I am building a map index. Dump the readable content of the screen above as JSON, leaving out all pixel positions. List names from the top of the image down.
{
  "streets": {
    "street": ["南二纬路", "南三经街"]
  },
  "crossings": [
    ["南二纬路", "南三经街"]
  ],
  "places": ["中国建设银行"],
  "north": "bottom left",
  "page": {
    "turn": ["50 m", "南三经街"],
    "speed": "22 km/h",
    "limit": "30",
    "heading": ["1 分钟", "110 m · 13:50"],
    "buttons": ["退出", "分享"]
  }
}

-----

WHAT IS NEEDED =>
Every single line of the listing must be retyped exactly.

RESPONSE BOX =>
I am building a map index. Dump the readable content of the screen above as JSON, leaving out all pixel positions. List names from the top of the image down.
{
  "streets": {
    "street": ["南二纬路", "南三经街"]
  },
  "crossings": [
    ["南二纬路", "南三经街"]
  ],
  "places": ["中国建设银行"],
  "north": "bottom left",
  "page": {
    "turn": ["50 m", "南三经街"],
    "speed": "22 km/h",
    "limit": "30",
    "heading": ["1 分钟", "110 m · 13:50"],
    "buttons": ["退出", "分享"]
  }
}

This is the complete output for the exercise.